▸ Stored items

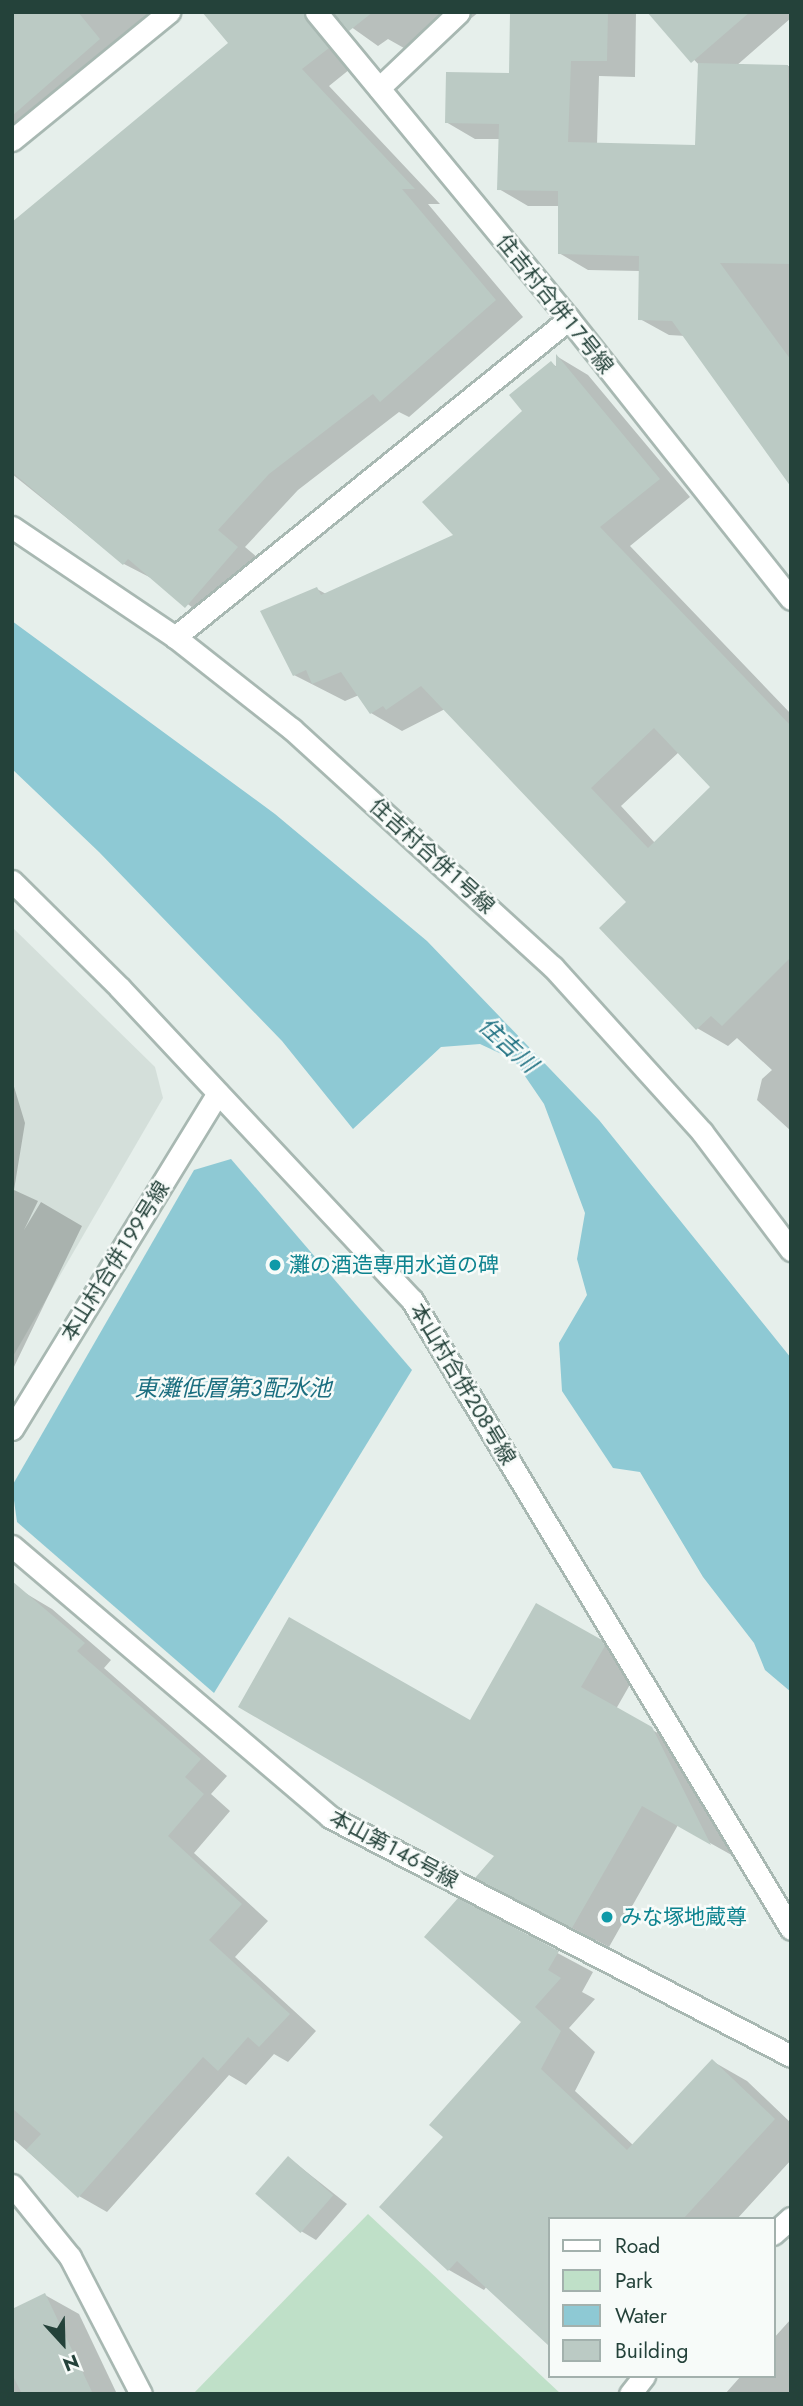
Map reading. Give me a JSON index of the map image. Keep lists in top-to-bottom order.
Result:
{
  "streets": {
    "street": [
      "住吉村合併１７号線",
      "住吉村合併１号線",
      "本山村合併１９９号線",
      "本山村合併２０８号線",
      "本山第１４６号線"
    ]
  },
  "crossings": [
    ["本山村合併１９９号線", "本山村合併２０８号線"]
  ],
  "water": ["住吉川", "東灘低層第３配水池"],
  "places": ["灘の酒造専用水道の碑", "みな塚地蔵尊"],
  "legend": [
    "Road",
    "Park",
    "Water",
    "Building"
  ],
  "north": "bottom"
}
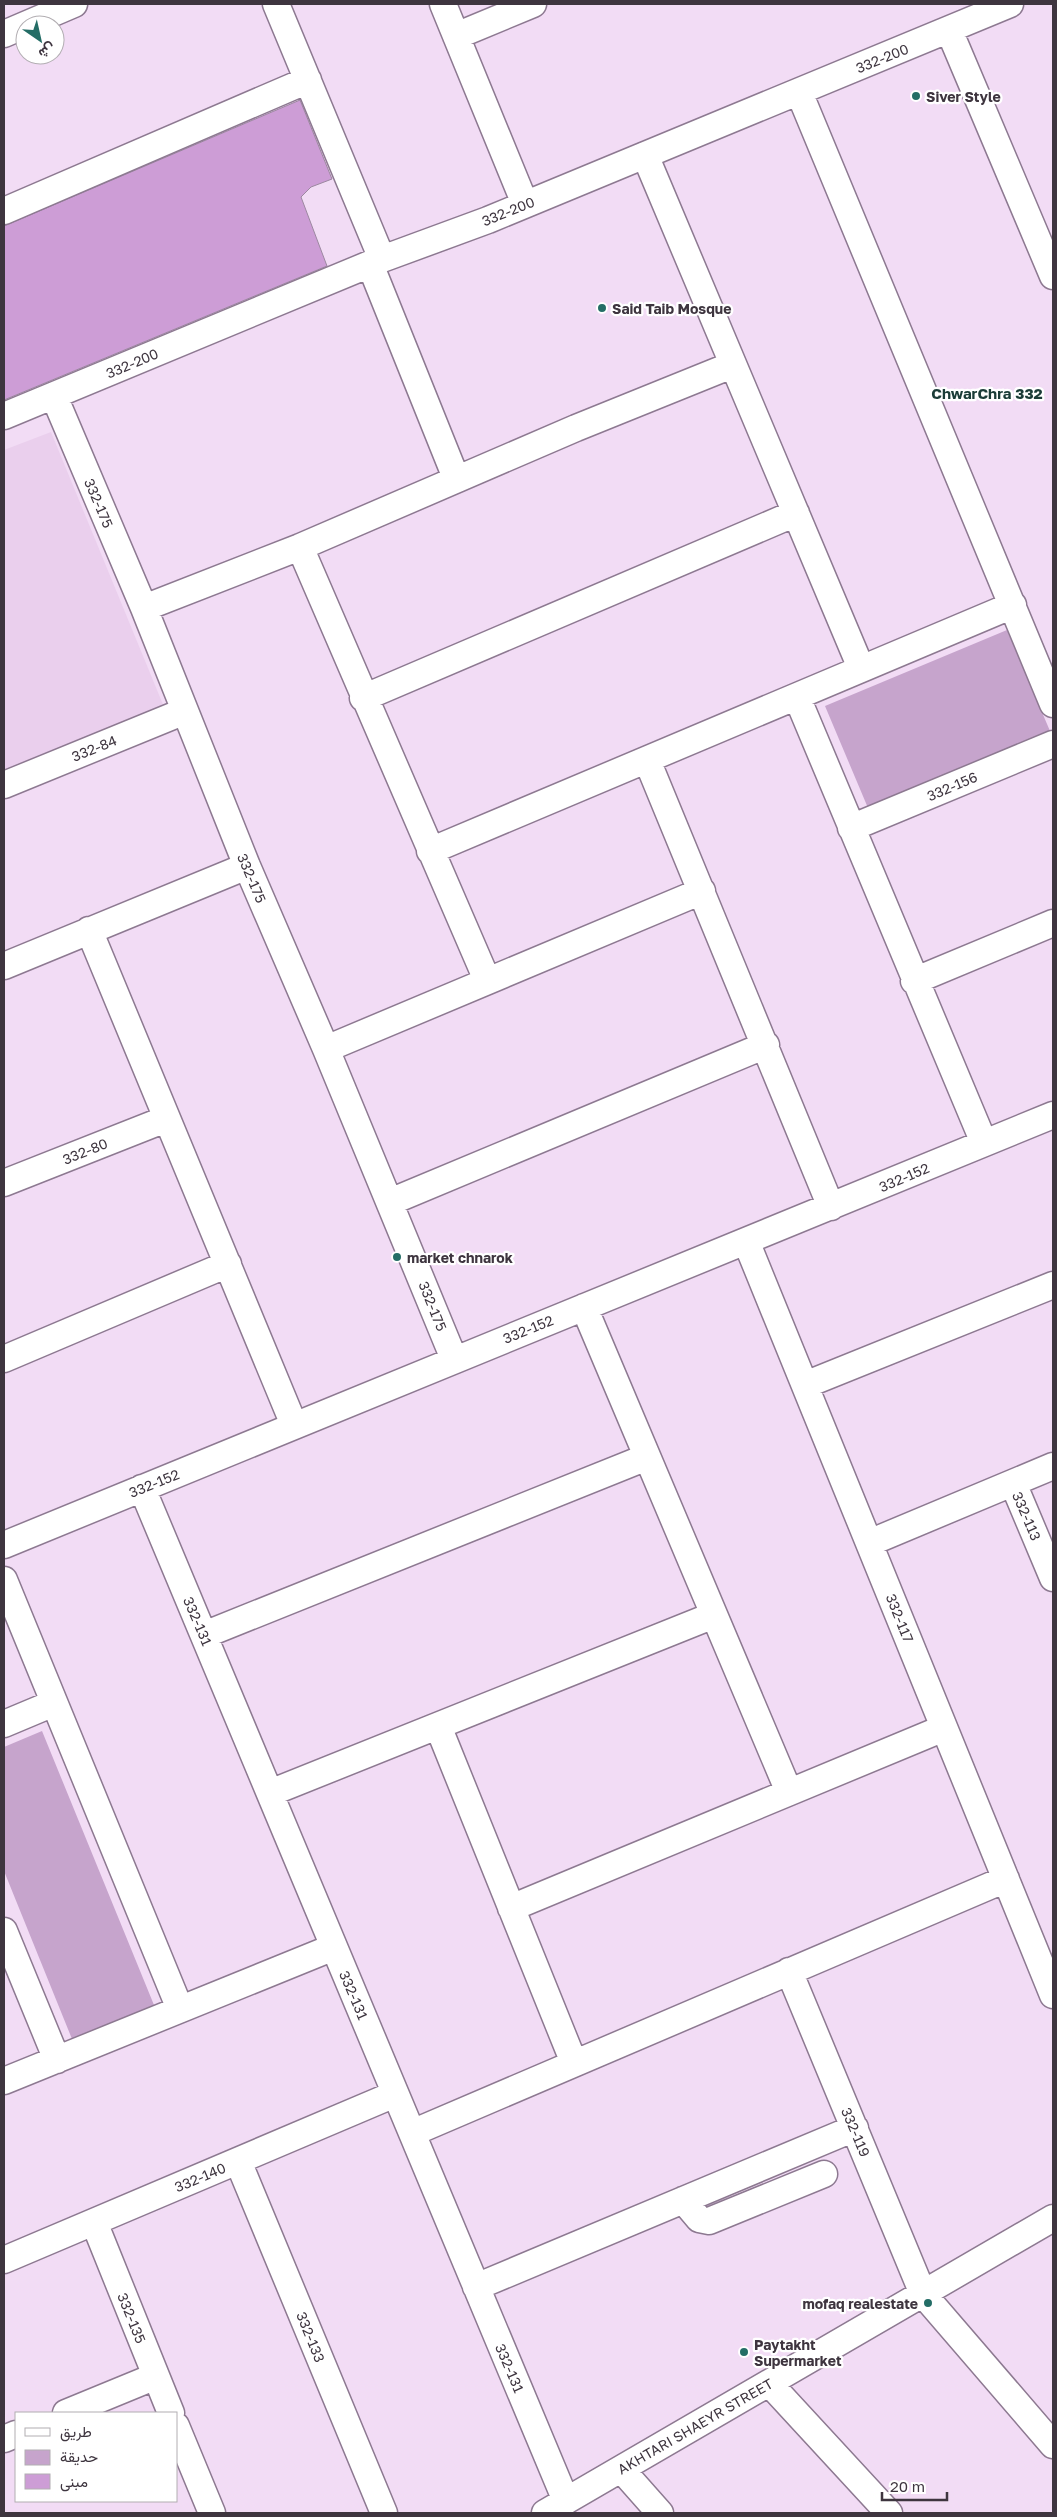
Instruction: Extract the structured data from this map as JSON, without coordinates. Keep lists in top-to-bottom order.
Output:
{
  "streets": {
    "street": [
      "332-200",
      "332-175",
      "332-84",
      "332-156",
      "332-80",
      "332-152",
      "332-113",
      "332-117",
      "332-131",
      "332-119",
      "332-140",
      "332-135",
      "332-133",
      "AKHTARI SHAEYR STREET"
    ]
  },
  "crossings": [
    ["332-200", "332-175"],
    ["332-175", "332-84"],
    ["332-175", "332-152"],
    ["332-152", "332-117"],
    ["332-152", "332-131"],
    ["332-131", "332-140"],
    ["332-131", "AKHTARI SHAEYR STREET"],
    ["332-119", "AKHTARI SHAEYR STREET"],
    ["332-140", "332-135"],
    ["332-140", "332-133"]
  ],
  "districts": ["ChwarChra 332"],
  "places": [
    "Siver Style",
    "Said Taib Mosque",
    "market chnarok",
    "mofaq realestate",
    "Paytakht Supermarket"
  ],
  "legend": ["طريق", "حديقة", "مبنى"],
  "scale_bar": "20 m",
  "north": "bottom right"
}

▸ Problem details
Give again, word for word, every line from the top of the entries above to the line holding "Instruction: Extract the", both included. Leave the pictures out.

▸ Written reply
Map reading. Give me a JSON index of the map image. Keep lists in top-to-bottom order.
Result:
{
  "streets": {
    "street": [
      "住吉村合併１７号線",
      "住吉村合併１号線",
      "本山村合併１９９号線",
      "本山村合併２０８号線",
      "本山第１４６号線"
    ]
  },
  "crossings": [
    ["本山村合併１９９号線", "本山村合併２０８号線"]
  ],
  "water": ["住吉川", "東灘低層第３配水池"],
  "places": ["灘の酒造専用水道の碑", "みな塚地蔵尊"],
  "legend": [
    "Road",
    "Park",
    "Water",
    "Building"
  ],
  "north": "bottom"
}
Instruction: Extract the structured data from this map as JSON, without coordinates. Keep lists in top-to-bottom order.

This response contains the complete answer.